::: EXERCISE MATERIAL

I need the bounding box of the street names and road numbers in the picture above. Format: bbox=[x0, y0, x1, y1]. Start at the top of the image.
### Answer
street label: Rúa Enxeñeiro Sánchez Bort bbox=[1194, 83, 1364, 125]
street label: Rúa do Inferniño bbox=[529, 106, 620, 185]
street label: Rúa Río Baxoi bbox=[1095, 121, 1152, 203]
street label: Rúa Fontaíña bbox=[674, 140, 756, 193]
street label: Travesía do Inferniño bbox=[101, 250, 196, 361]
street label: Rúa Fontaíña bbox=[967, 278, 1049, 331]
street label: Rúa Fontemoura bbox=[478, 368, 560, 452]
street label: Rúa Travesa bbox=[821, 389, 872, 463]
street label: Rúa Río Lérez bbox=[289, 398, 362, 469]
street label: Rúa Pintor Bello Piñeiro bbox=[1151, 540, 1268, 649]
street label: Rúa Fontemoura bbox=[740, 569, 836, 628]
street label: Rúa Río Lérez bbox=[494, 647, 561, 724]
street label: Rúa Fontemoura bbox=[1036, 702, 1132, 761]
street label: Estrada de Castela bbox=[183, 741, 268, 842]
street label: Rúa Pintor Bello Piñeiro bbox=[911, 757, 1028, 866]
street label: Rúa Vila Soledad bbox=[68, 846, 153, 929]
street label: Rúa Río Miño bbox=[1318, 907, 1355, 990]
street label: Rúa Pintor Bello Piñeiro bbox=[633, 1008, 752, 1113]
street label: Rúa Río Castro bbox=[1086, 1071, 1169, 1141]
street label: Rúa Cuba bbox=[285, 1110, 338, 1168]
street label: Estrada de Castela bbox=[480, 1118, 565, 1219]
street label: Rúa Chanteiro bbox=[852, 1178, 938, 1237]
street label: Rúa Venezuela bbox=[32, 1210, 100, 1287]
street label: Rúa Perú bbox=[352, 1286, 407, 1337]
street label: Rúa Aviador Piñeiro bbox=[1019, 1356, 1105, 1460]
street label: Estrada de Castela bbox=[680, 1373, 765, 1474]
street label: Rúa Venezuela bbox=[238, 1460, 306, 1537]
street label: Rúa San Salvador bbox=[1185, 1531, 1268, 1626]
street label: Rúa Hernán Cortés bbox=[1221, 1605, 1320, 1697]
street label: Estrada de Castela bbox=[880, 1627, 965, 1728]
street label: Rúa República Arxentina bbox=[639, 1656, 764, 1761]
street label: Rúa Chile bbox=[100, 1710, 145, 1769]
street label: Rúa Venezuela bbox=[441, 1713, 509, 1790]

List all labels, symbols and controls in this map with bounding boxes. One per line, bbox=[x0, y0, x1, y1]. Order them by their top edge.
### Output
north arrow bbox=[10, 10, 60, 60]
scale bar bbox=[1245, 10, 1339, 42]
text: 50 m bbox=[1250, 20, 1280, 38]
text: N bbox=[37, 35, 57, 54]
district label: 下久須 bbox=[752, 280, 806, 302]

::::::

**THE PROBLEM**
The full set of entries above has to be restated exactly.

**EXERCISE SOLUTION**
I need the bounding box of the street names and road numbers in the picture above. Format: bbox=[x0, y0, x1, y1]. Start at the top of the image.
### Answer
street label: Rúa Enxeñeiro Sánchez Bort bbox=[1194, 83, 1364, 125]
street label: Rúa do Inferniño bbox=[529, 106, 620, 185]
street label: Rúa Río Baxoi bbox=[1095, 121, 1152, 203]
street label: Rúa Fontaíña bbox=[674, 140, 756, 193]
street label: Travesía do Inferniño bbox=[101, 250, 196, 361]
street label: Rúa Fontaíña bbox=[967, 278, 1049, 331]
street label: Rúa Fontemoura bbox=[478, 368, 560, 452]
street label: Rúa Travesa bbox=[821, 389, 872, 463]
street label: Rúa Río Lérez bbox=[289, 398, 362, 469]
street label: Rúa Pintor Bello Piñeiro bbox=[1151, 540, 1268, 649]
street label: Rúa Fontemoura bbox=[740, 569, 836, 628]
street label: Rúa Río Lérez bbox=[494, 647, 561, 724]
street label: Rúa Fontemoura bbox=[1036, 702, 1132, 761]
street label: Estrada de Castela bbox=[183, 741, 268, 842]
street label: Rúa Pintor Bello Piñeiro bbox=[911, 757, 1028, 866]
street label: Rúa Vila Soledad bbox=[68, 846, 153, 929]
street label: Rúa Río Miño bbox=[1318, 907, 1355, 990]
street label: Rúa Pintor Bello Piñeiro bbox=[633, 1008, 752, 1113]
street label: Rúa Río Castro bbox=[1086, 1071, 1169, 1141]
street label: Rúa Cuba bbox=[285, 1110, 338, 1168]
street label: Estrada de Castela bbox=[480, 1118, 565, 1219]
street label: Rúa Chanteiro bbox=[852, 1178, 938, 1237]
street label: Rúa Venezuela bbox=[32, 1210, 100, 1287]
street label: Rúa Perú bbox=[352, 1286, 407, 1337]
street label: Rúa Aviador Piñeiro bbox=[1019, 1356, 1105, 1460]
street label: Estrada de Castela bbox=[680, 1373, 765, 1474]
street label: Rúa Venezuela bbox=[238, 1460, 306, 1537]
street label: Rúa San Salvador bbox=[1185, 1531, 1268, 1626]
street label: Rúa Hernán Cortés bbox=[1221, 1605, 1320, 1697]
street label: Estrada de Castela bbox=[880, 1627, 965, 1728]
street label: Rúa República Arxentina bbox=[639, 1656, 764, 1761]
street label: Rúa Chile bbox=[100, 1710, 145, 1769]
street label: Rúa Venezuela bbox=[441, 1713, 509, 1790]

List all labels, symbols and controls in this map with bounding boxes. One per line, bbox=[x0, y0, x1, y1]. Order them by their top edge.
### Output
north arrow bbox=[10, 10, 60, 60]
scale bar bbox=[1245, 10, 1339, 42]
text: 50 m bbox=[1250, 20, 1280, 38]
text: N bbox=[37, 35, 57, 54]
district label: 下久須 bbox=[752, 280, 806, 302]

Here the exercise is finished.